- Education: Yale College (BA) Columbia Law School (JD)
- Occupation: Attorney
- Employer: Paul, Weiss, Rifkind, Wharton & Garrison (former)

= Leslie Fagen =

American litigator

Leslie Gordon Fagen is an American litigator. He was formerly a senior partner at the international law firm of Paul, Weiss, Rifkind, Wharton & Garrison LLP.

==Early life and education==

Fagen was born in Brooklyn, New York. He earned his B.A. from Yale College in 1971 and went on to receive a J.D. from Columbia School of Law in 1974. He clerked for Judge Jack B. Weinstein in the United States District Court for the Eastern District of New York.

== Career ==

Fagen was formerly a senior partner in the Litigation Department of Paul, Weiss, Rifkind, Wharton & Garrison LLP. He had served as chair of the firm's Litigation Department. As a trial lawyer, he had litigated on behalf of both plaintiffs and defendants.
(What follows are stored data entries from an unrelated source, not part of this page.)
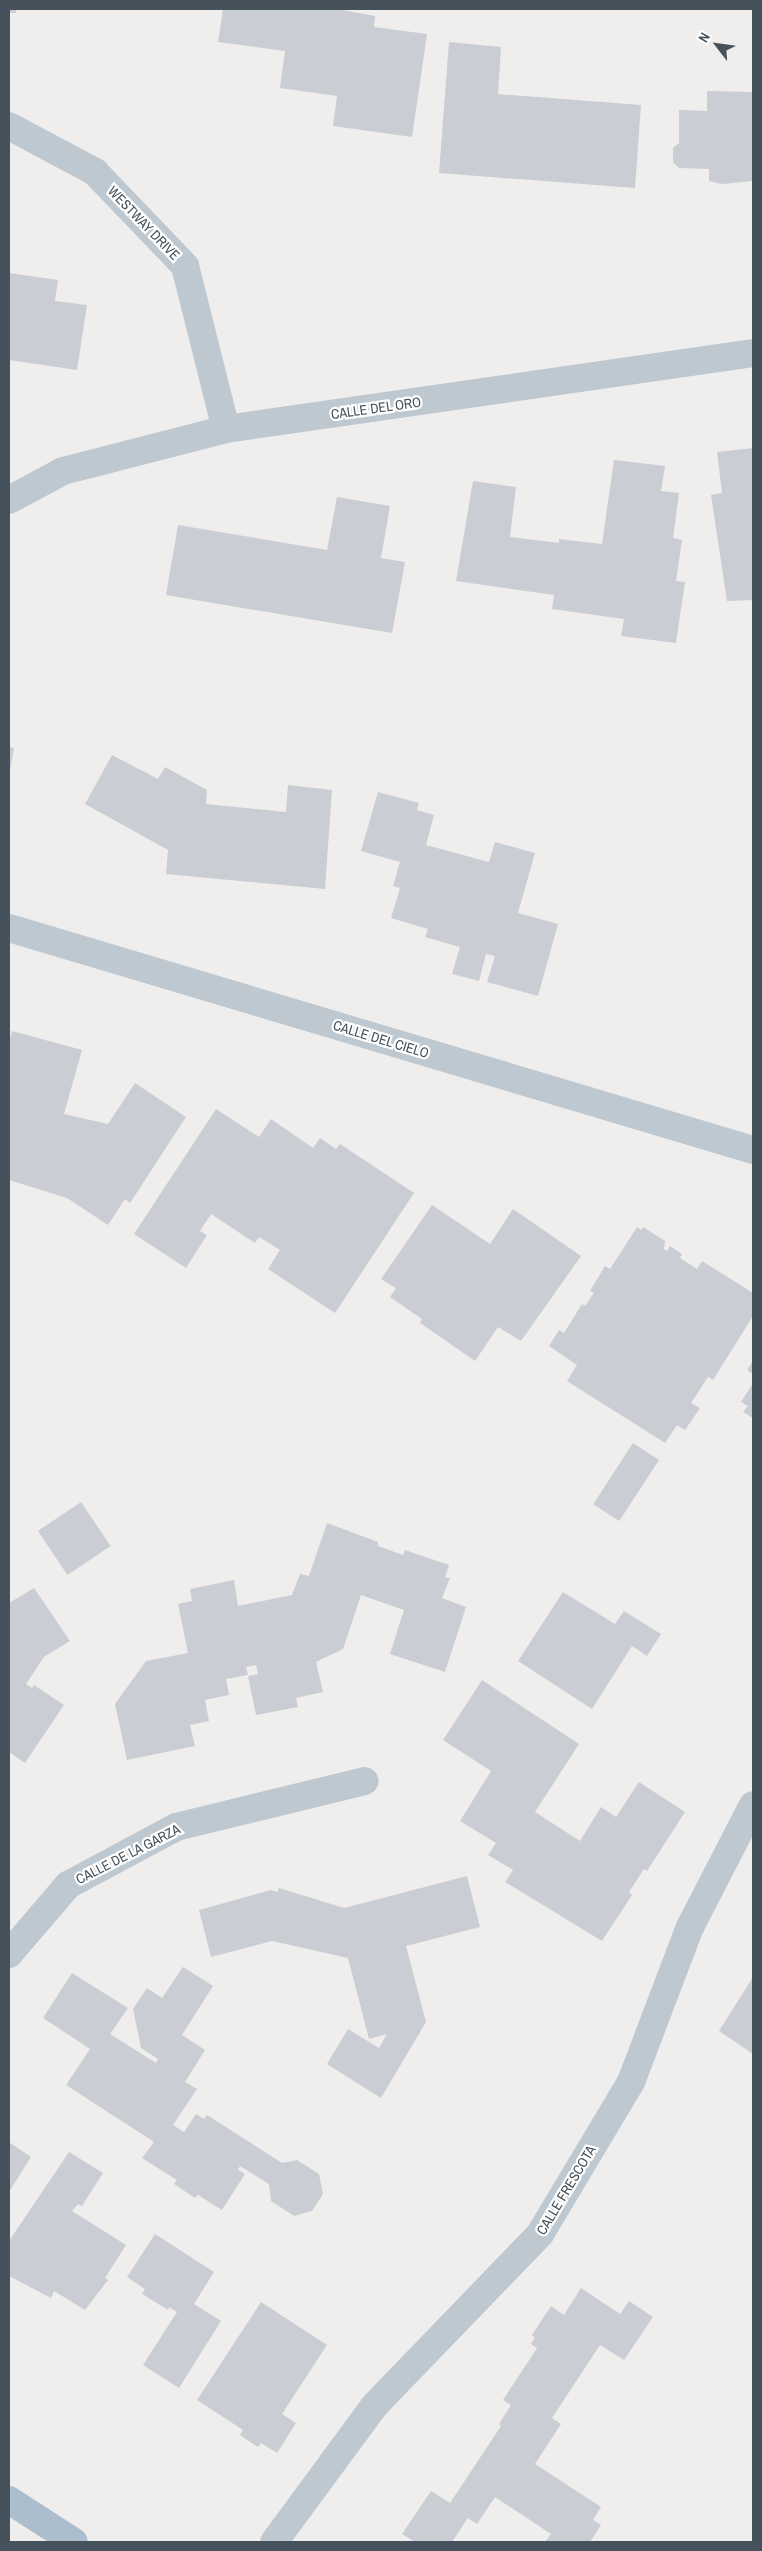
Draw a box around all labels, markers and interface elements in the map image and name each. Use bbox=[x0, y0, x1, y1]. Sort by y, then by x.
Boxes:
north arrow bbox=[692, 20, 742, 70]
text: N bbox=[694, 29, 714, 46]
street label: WESTWAY DRIVE bbox=[104, 183, 184, 263]
street label: CALLE DEL ORO bbox=[330, 393, 422, 423]
street label: CALLE DEL CIELO bbox=[331, 1016, 431, 1062]
street label: CALLE DE LA GARZA bbox=[73, 1820, 183, 1888]
street label: CALLE FRESCOTA bbox=[533, 2142, 599, 2238]

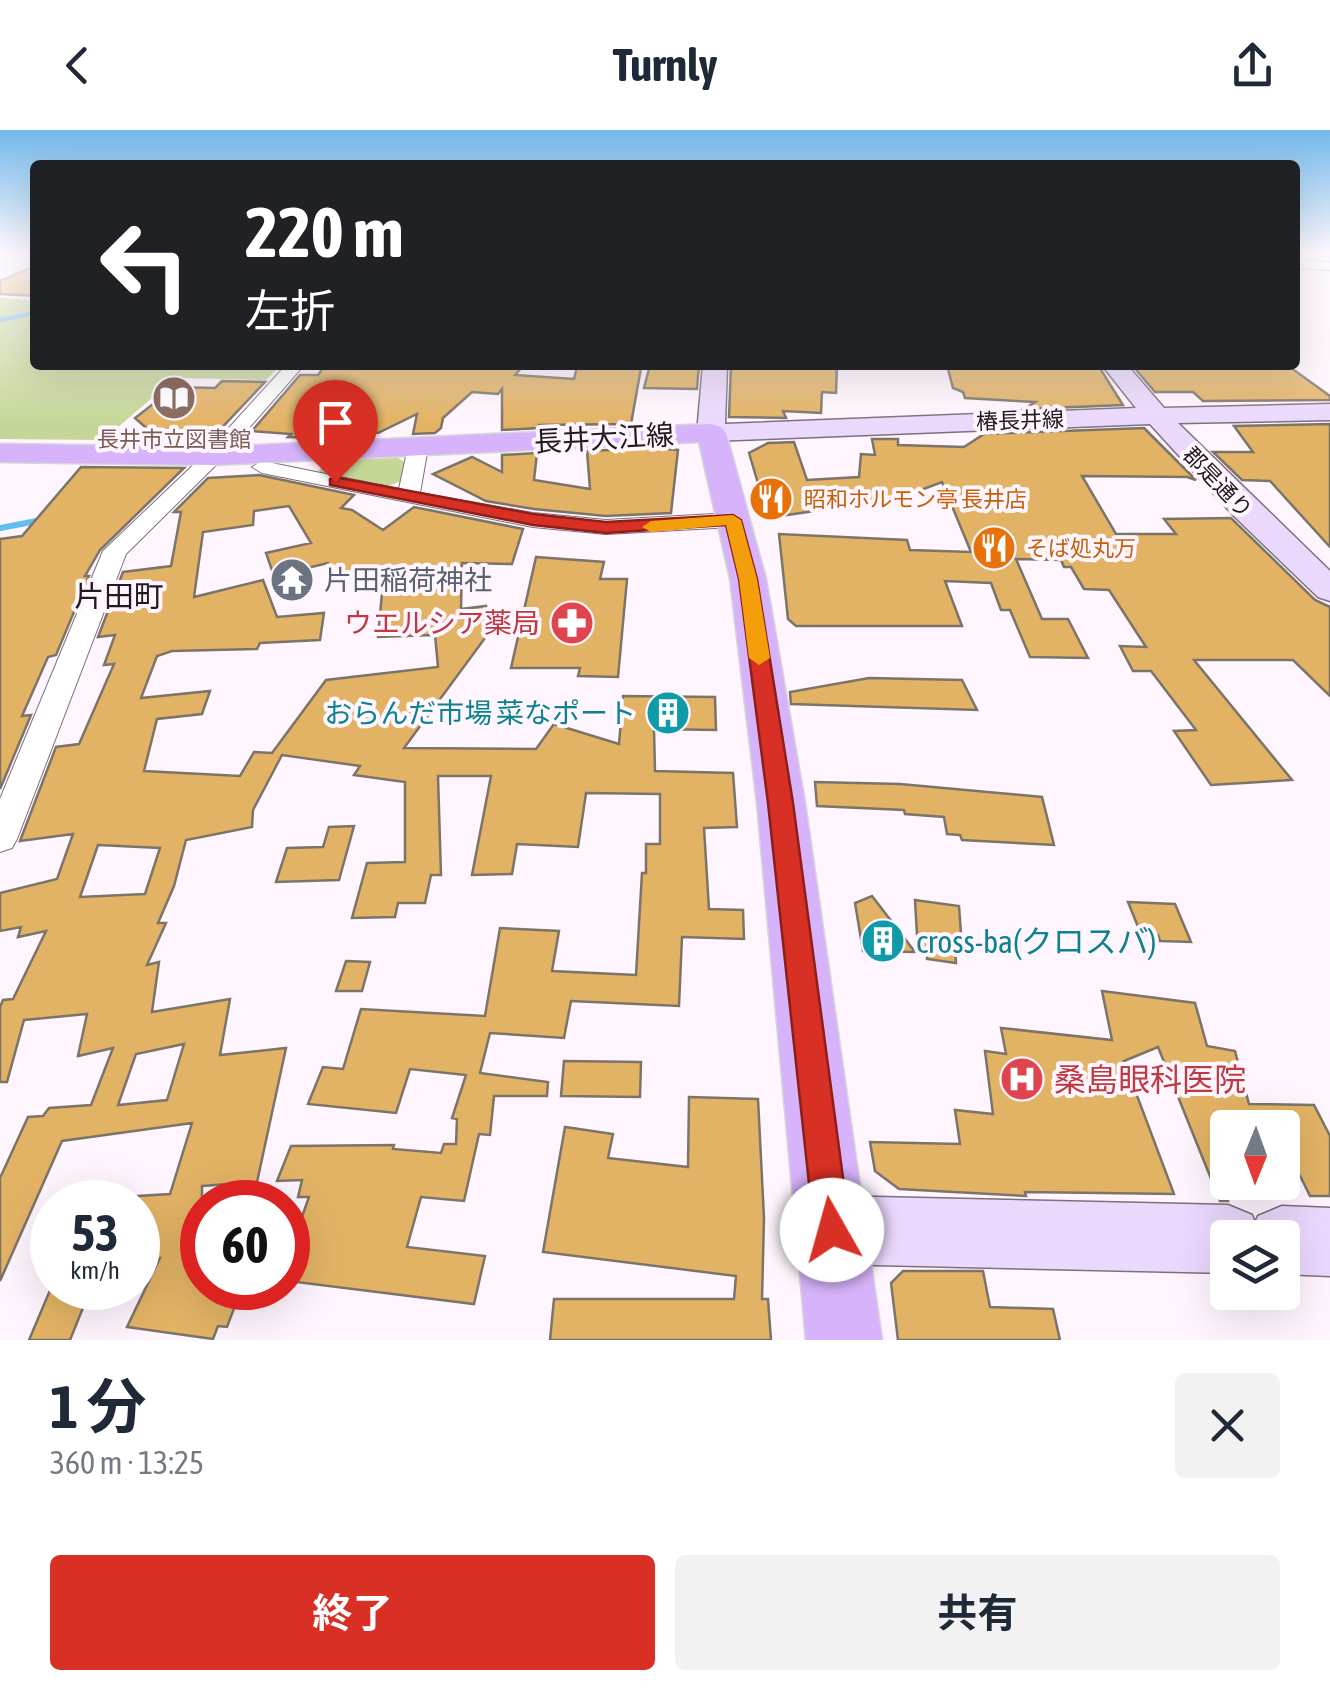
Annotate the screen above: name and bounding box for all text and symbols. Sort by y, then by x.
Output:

His work at Paul, Weiss, Rifkind, Wharton & Garrison LLP was profiled in a 2006 cover story in The American Lawyer that highlighted the firm’s litigation practice.

In addition to his law practice, Fagen has taught as an adjunct lecturer at Columbia Law School and has served as an adjunct professor at Brooklyn Law School.

== Professional affiliations ==
Fagen has been involved with numerous nonprofit organizations. He serves on the boards of the Brennan Center for Justice and the Columbia Law School Board of Visitors, and he is a trustee of the Kohlberg Foundation. Fagen is also a Fellow of the American College of Trial Lawyers.

== Publications ==
Fagen has written on topics such as intellectual property, product liability, and arbitration. He produced a biographical piece on Judge Simon H. Rifkind for The Yale Biographical Dictionary of American Law and edited the collection At 90. On the 90's.